#### Dataset records
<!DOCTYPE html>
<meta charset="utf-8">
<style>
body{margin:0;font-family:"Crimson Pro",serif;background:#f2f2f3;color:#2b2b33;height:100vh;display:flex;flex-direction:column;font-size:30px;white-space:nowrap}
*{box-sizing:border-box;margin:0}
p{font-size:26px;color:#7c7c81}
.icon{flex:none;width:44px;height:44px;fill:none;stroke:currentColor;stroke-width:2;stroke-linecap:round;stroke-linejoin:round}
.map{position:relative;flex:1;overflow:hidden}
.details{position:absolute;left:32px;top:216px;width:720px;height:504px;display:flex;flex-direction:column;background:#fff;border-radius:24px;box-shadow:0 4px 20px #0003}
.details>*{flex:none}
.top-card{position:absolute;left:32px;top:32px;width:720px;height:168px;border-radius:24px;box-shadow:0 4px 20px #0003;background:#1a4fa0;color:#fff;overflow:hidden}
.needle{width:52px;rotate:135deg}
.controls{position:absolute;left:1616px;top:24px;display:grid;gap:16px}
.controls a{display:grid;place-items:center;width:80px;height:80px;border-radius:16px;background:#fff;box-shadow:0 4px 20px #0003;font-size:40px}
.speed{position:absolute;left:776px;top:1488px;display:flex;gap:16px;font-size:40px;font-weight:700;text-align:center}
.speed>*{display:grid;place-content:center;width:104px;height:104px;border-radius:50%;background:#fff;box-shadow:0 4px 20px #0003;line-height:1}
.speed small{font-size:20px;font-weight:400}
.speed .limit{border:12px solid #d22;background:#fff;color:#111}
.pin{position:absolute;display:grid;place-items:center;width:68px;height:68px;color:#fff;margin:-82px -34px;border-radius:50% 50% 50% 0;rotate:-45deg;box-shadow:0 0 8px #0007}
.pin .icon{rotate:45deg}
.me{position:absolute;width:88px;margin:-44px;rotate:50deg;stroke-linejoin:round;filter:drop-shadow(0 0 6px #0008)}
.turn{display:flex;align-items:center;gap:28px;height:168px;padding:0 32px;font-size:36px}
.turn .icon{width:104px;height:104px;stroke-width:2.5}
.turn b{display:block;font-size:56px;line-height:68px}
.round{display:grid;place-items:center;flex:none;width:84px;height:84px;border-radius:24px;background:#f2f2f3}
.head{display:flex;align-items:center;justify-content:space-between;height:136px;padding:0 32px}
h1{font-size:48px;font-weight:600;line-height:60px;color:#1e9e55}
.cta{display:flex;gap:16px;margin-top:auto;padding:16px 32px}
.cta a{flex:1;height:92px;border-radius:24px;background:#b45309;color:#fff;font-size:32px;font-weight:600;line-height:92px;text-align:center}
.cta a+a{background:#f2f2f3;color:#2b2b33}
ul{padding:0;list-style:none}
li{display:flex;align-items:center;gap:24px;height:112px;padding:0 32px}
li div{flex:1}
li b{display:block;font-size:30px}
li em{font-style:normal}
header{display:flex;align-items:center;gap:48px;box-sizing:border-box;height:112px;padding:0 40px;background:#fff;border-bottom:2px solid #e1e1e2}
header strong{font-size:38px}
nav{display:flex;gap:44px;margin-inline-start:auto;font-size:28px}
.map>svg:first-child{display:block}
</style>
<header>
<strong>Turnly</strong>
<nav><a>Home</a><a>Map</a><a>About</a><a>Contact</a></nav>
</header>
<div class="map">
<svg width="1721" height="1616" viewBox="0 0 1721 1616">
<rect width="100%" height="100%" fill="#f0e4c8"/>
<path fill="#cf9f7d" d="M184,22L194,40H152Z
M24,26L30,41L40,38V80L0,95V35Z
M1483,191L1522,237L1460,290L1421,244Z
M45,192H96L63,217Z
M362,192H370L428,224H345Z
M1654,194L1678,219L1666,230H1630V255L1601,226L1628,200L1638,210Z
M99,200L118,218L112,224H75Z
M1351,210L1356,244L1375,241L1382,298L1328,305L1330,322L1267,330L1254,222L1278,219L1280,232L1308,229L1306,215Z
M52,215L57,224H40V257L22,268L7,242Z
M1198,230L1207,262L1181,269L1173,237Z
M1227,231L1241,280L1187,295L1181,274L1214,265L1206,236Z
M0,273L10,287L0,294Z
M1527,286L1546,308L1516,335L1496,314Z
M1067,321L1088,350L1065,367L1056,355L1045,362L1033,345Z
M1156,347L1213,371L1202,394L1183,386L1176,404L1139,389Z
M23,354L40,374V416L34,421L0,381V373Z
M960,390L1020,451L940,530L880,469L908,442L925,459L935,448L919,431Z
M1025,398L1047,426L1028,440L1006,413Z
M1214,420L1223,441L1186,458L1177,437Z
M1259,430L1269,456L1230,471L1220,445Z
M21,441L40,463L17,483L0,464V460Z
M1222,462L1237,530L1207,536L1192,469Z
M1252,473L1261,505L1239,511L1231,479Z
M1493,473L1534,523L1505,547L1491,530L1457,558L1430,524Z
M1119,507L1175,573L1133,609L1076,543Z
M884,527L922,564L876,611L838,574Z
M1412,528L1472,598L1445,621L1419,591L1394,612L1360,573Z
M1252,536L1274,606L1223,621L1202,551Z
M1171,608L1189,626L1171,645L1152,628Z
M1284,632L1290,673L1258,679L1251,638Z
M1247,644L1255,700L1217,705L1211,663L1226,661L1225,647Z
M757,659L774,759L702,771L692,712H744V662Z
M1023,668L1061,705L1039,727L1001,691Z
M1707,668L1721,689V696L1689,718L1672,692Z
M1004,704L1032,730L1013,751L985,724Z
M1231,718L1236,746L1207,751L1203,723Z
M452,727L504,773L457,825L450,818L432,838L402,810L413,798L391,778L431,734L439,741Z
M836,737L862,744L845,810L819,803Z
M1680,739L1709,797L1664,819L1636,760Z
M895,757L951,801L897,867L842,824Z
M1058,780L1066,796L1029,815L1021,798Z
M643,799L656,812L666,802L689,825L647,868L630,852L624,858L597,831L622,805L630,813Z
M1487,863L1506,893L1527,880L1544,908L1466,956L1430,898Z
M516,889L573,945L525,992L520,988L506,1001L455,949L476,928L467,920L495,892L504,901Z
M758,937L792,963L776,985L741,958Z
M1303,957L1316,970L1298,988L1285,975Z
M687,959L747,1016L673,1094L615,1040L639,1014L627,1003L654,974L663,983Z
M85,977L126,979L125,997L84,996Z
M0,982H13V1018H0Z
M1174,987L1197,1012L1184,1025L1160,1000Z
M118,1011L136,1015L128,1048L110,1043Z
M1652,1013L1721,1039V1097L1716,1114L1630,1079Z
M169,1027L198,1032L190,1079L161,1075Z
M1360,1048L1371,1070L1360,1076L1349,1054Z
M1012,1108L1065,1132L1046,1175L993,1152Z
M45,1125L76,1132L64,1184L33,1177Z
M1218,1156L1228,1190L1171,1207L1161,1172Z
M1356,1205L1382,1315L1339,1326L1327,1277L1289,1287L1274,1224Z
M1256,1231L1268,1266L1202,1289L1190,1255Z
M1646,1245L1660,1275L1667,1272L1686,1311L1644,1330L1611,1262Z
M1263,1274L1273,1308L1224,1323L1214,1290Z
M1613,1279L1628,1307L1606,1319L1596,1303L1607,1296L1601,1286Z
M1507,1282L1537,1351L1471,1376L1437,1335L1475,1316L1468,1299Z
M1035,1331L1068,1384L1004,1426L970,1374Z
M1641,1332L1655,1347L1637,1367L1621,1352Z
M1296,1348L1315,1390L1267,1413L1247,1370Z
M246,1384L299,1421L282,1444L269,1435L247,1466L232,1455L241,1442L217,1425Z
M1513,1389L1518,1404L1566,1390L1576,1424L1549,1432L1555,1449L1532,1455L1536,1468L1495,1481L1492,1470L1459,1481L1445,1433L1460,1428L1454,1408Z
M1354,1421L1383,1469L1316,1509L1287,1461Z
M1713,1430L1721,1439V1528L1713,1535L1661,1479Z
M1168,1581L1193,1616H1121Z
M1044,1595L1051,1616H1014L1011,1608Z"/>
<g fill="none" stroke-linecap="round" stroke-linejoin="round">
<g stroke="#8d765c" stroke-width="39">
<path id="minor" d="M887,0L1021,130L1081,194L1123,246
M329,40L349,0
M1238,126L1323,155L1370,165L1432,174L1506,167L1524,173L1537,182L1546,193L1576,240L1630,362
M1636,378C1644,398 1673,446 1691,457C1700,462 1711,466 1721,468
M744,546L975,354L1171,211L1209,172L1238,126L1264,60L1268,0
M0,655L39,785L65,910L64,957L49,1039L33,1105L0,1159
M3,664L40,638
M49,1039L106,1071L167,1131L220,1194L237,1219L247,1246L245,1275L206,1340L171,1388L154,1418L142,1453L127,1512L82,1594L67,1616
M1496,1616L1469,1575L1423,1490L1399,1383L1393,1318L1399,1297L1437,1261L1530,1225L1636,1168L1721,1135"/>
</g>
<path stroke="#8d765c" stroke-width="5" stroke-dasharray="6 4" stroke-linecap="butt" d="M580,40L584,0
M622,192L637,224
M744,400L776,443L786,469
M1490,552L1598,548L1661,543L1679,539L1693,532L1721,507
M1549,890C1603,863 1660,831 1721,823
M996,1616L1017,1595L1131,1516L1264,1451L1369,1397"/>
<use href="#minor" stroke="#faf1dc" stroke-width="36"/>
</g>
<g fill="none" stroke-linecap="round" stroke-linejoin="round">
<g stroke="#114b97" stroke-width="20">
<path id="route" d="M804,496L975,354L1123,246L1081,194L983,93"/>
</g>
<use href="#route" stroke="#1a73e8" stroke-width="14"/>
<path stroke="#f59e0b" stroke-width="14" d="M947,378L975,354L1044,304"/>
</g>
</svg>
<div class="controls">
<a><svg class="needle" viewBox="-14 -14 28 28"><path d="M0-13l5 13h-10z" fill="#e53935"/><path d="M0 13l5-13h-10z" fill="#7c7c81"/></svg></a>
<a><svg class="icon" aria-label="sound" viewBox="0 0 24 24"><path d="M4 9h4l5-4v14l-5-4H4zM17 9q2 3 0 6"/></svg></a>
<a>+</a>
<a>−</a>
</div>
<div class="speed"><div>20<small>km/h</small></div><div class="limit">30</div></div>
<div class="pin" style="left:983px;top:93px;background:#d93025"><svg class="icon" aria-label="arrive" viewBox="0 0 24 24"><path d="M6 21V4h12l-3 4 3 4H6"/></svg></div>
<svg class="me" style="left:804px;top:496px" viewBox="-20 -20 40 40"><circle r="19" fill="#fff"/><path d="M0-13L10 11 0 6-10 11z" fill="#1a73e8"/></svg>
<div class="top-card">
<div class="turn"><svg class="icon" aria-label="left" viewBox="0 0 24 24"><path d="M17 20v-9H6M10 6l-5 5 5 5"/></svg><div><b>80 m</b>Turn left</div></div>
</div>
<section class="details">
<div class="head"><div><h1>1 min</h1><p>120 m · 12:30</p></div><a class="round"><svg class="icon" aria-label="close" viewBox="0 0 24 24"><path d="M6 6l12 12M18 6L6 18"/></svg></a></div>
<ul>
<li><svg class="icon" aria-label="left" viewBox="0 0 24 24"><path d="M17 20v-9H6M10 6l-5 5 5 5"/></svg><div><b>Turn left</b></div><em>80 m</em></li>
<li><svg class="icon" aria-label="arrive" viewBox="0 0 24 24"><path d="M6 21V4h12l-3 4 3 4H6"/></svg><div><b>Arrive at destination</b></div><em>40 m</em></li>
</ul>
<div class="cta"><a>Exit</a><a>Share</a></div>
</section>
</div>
########
- Assignment
When a line above contains the string "overflow", copy that line.

- Finished task
.map{position:relative;flex:1;overflow:hidden}
.top-card{position:absolute;left:32px;top:32px;width:720px;height:168px;border-radius:24px;box-shadow:0 4px 20px #0003;background:#1a4fa0;color:#fff;overflow:hidden}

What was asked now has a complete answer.